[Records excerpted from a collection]
━━━━━━━━━━

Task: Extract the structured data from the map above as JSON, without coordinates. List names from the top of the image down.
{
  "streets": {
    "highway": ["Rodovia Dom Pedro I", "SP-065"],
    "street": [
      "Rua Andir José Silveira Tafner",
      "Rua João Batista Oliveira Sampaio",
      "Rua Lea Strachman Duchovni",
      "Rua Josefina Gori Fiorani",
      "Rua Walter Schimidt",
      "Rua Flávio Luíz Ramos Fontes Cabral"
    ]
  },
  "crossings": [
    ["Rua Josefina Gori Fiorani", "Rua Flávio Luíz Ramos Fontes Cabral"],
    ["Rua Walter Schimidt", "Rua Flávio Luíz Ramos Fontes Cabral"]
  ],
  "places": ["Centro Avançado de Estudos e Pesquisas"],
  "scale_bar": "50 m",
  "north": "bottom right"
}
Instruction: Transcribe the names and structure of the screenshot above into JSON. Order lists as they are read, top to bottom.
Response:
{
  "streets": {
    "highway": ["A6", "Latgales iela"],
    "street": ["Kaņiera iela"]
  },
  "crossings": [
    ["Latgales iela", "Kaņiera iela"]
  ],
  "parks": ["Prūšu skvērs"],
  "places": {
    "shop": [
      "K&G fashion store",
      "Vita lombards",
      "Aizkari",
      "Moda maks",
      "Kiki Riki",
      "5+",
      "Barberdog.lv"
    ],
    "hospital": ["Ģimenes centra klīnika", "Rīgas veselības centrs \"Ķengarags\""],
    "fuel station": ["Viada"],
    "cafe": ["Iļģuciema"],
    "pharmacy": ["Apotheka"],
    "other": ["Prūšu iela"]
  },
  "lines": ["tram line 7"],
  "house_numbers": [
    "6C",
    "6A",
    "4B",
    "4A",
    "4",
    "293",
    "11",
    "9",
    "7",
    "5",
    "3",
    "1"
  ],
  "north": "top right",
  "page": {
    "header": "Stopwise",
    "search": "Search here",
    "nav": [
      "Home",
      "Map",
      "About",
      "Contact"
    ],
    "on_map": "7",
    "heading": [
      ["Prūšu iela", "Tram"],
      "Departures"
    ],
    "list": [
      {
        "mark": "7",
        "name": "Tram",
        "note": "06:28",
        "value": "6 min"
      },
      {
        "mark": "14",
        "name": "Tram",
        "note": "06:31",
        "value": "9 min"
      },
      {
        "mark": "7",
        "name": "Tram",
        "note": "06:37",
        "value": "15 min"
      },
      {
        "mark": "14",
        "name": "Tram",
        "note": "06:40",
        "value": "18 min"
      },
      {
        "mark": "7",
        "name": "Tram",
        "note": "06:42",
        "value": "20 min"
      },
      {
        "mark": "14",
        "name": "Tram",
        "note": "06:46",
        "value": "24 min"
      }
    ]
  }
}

━━━━━━━━━━

[Work instruction] Extract the data in full. Keep it word for word.

[The completed task]
Task: Extract the structured data from the map above as JSON, without coordinates. List names from the top of the image down.
{
  "streets": {
    "highway": ["Rodovia Dom Pedro I", "SP-065"],
    "street": [
      "Rua Andir José Silveira Tafner",
      "Rua João Batista Oliveira Sampaio",
      "Rua Lea Strachman Duchovni",
      "Rua Josefina Gori Fiorani",
      "Rua Walter Schimidt",
      "Rua Flávio Luíz Ramos Fontes Cabral"
    ]
  },
  "crossings": [
    ["Rua Josefina Gori Fiorani", "Rua Flávio Luíz Ramos Fontes Cabral"],
    ["Rua Walter Schimidt", "Rua Flávio Luíz Ramos Fontes Cabral"]
  ],
  "places": ["Centro Avançado de Estudos e Pesquisas"],
  "scale_bar": "50 m",
  "north": "bottom right"
}
Instruction: Transcribe the names and structure of the screenshot above into JSON. Order lists as they are read, top to bottom.
Response:
{
  "streets": {
    "highway": ["A6", "Latgales iela"],
    "street": ["Kaņiera iela"]
  },
  "crossings": [
    ["Latgales iela", "Kaņiera iela"]
  ],
  "parks": ["Prūšu skvērs"],
  "places": {
    "shop": [
      "K&G fashion store",
      "Vita lombards",
      "Aizkari",
      "Moda maks",
      "Kiki Riki",
      "5+",
      "Barberdog.lv"
    ],
    "hospital": ["Ģimenes centra klīnika", "Rīgas veselības centrs \"Ķengarags\""],
    "fuel station": ["Viada"],
    "cafe": ["Iļģuciema"],
    "pharmacy": ["Apotheka"],
    "other": ["Prūšu iela"]
  },
  "lines": ["tram line 7"],
  "house_numbers": [
    "6C",
    "6A",
    "4B",
    "4A",
    "4",
    "293",
    "11",
    "9",
    "7",
    "5",
    "3",
    "1"
  ],
  "north": "top right",
  "page": {
    "header": "Stopwise",
    "search": "Search here",
    "nav": [
      "Home",
      "Map",
      "About",
      "Contact"
    ],
    "on_map": "7",
    "heading": [
      ["Prūšu iela", "Tram"],
      "Departures"
    ],
    "list": [
      {
        "mark": "7",
        "name": "Tram",
        "note": "06:28",
        "value": "6 min"
      },
      {
        "mark": "14",
        "name": "Tram",
        "note": "06:31",
        "value": "9 min"
      },
      {
        "mark": "7",
        "name": "Tram",
        "note": "06:37",
        "value": "15 min"
      },
      {
        "mark": "14",
        "name": "Tram",
        "note": "06:40",
        "value": "18 min"
      },
      {
        "mark": "7",
        "name": "Tram",
        "note": "06:42",
        "value": "20 min"
      },
      {
        "mark": "14",
        "name": "Tram",
        "note": "06:46",
        "value": "24 min"
      }
    ]
  }
}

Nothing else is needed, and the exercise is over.